■ WORK TO BE COMPLETED: Every entry below must be transcribed word for word, and the images must be left out.

-- INFORMATION PROVIDED follows --

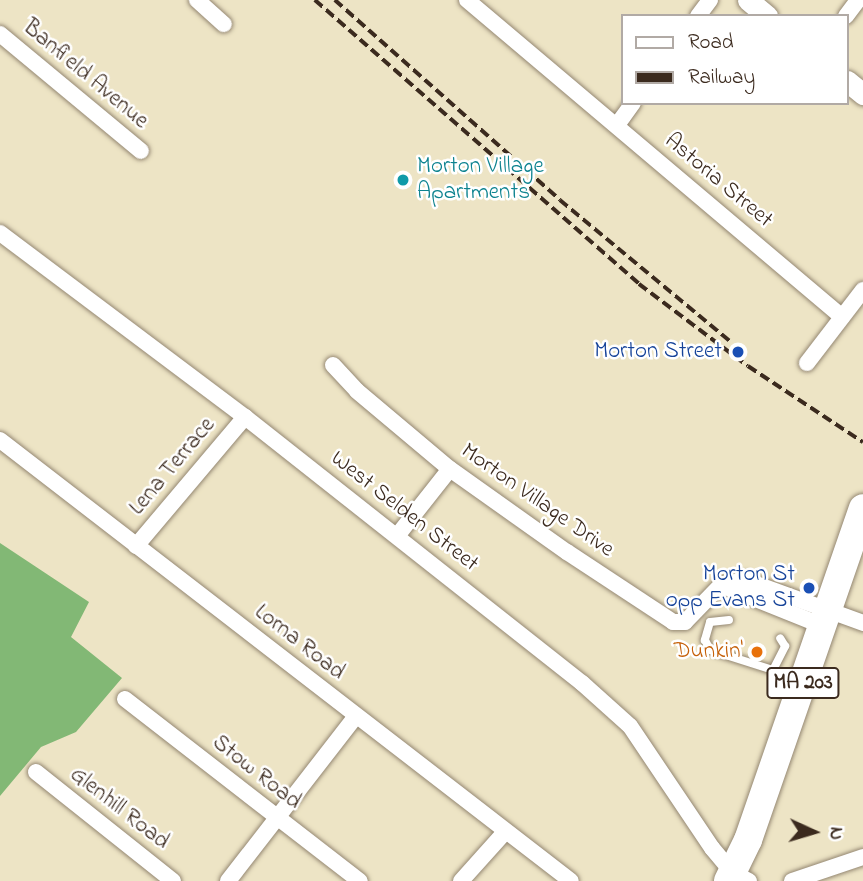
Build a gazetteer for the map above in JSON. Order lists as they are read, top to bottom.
{
  "streets": {
    "highway": ["MA 203"],
    "street": [
      "Banfield Avenue",
      "Astoria Street",
      "Lena Terrace",
      "Morton Village Drive",
      "West Selden Street",
      "Lorna Road",
      "Stow Road",
      "Glenhill Road"
    ]
  },
  "crossings": [
    ["Lena Terrace", "West Selden Street"],
    ["Lena Terrace", "Lorna Road"],
    ["Morton Village Drive", "MA 203"],
    ["West Selden Street", "MA 203"]
  ],
  "places": [
    "Morton Village Apartments",
    "Morton Street",
    "Morton St opp Evans St",
    "Dunkin'"
  ],
  "legend": ["Road", "Railway"],
  "north": "right"
}
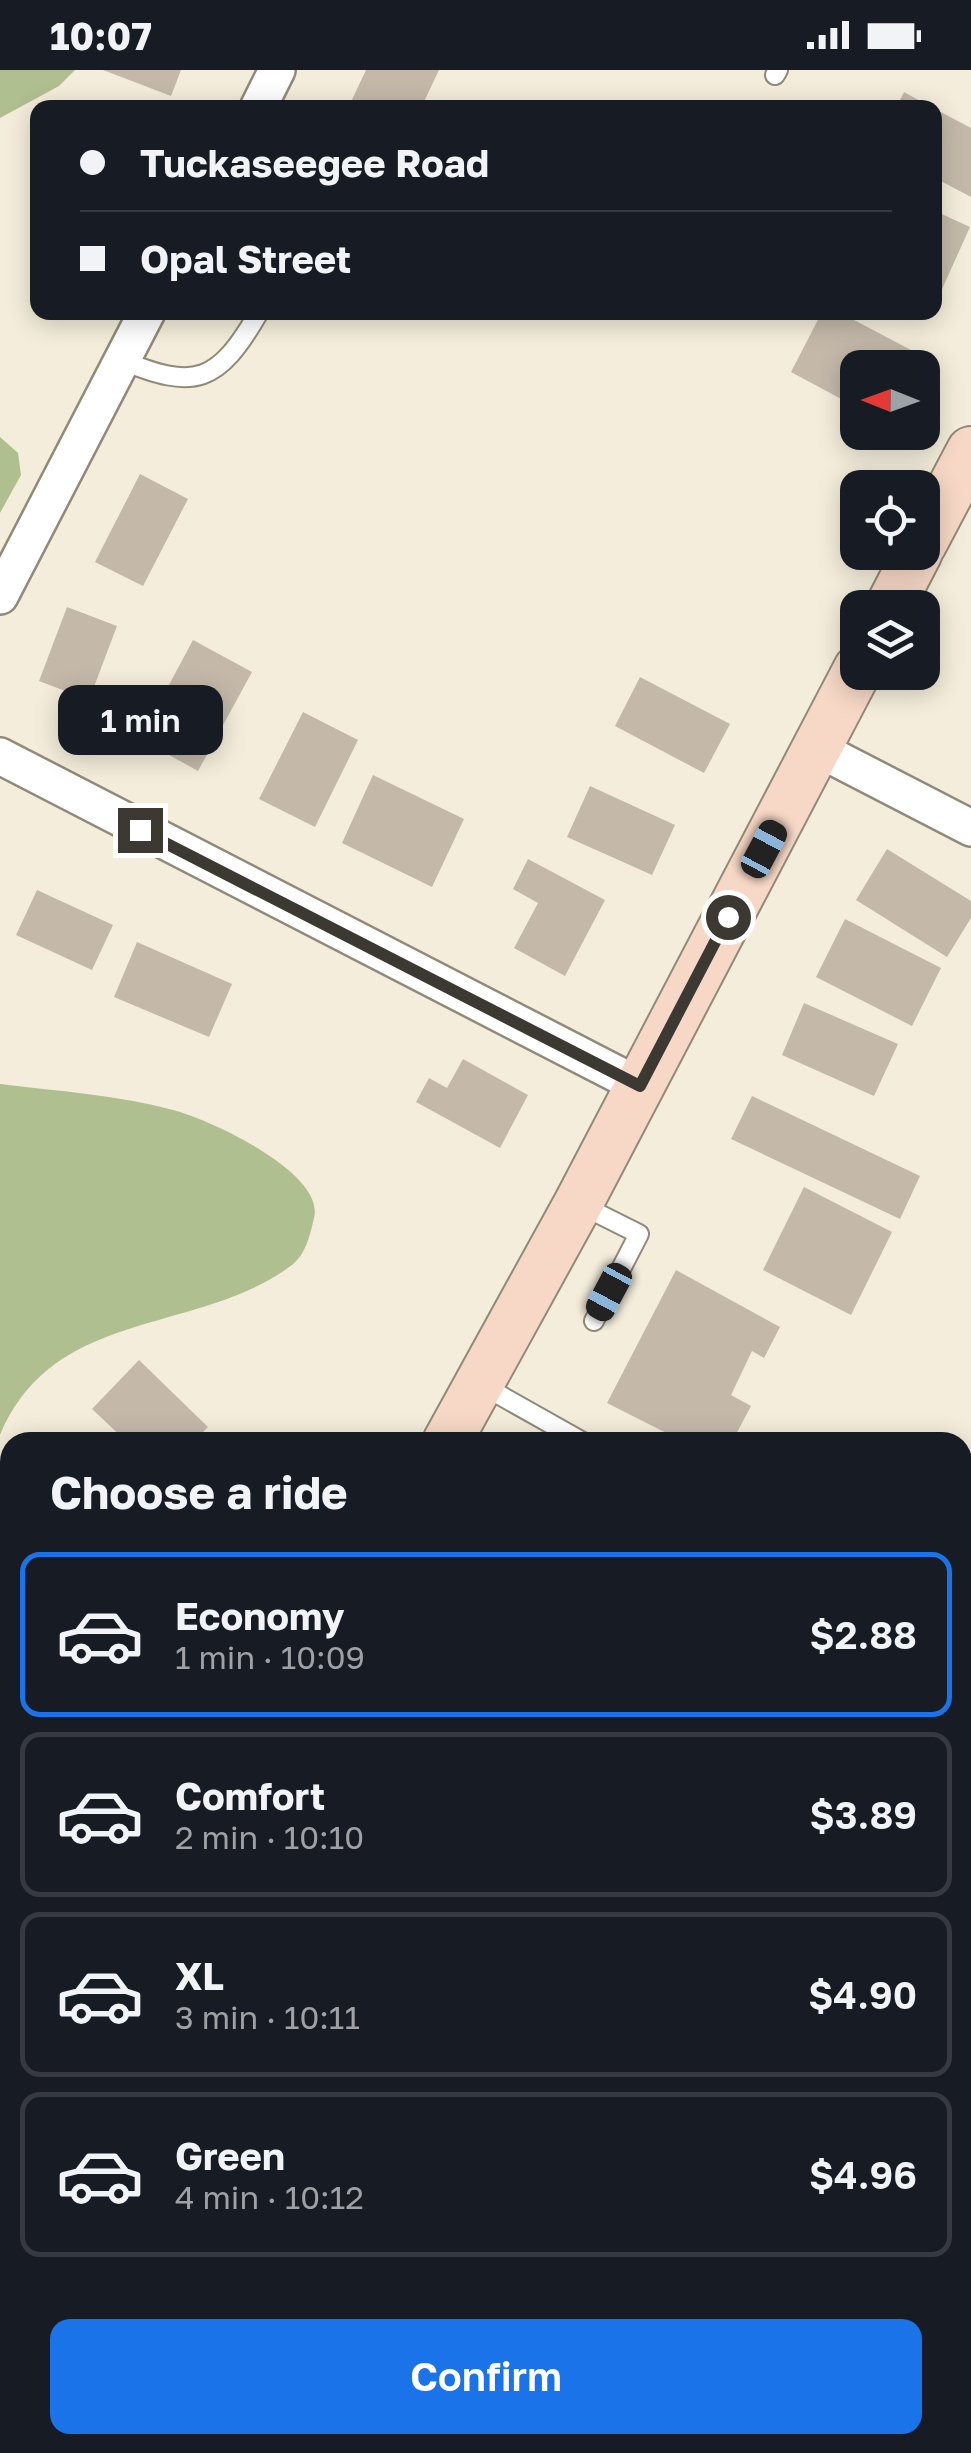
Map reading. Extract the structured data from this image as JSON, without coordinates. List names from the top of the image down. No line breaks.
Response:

-- INFORMATION PROVIDED concluded --

■ TASK RESPONSE:
Build a gazetteer for the map above in JSON. Order lists as they are read, top to bottom.
{
  "streets": {
    "highway": ["MA 203"],
    "street": [
      "Banfield Avenue",
      "Astoria Street",
      "Lena Terrace",
      "Morton Village Drive",
      "West Selden Street",
      "Lorna Road",
      "Stow Road",
      "Glenhill Road"
    ]
  },
  "crossings": [
    ["Lena Terrace", "West Selden Street"],
    ["Lena Terrace", "Lorna Road"],
    ["Morton Village Drive", "MA 203"],
    ["West Selden Street", "MA 203"]
  ],
  "places": [
    "Morton Village Apartments",
    "Morton Street",
    "Morton St opp Evans St",
    "Dunkin'"
  ],
  "legend": ["Road", "Railway"],
  "north": "right"
}
Map reading. Extract the structured data from this image as JSON, without coordinates. List names from the top of the image down. No line breaks.
Response:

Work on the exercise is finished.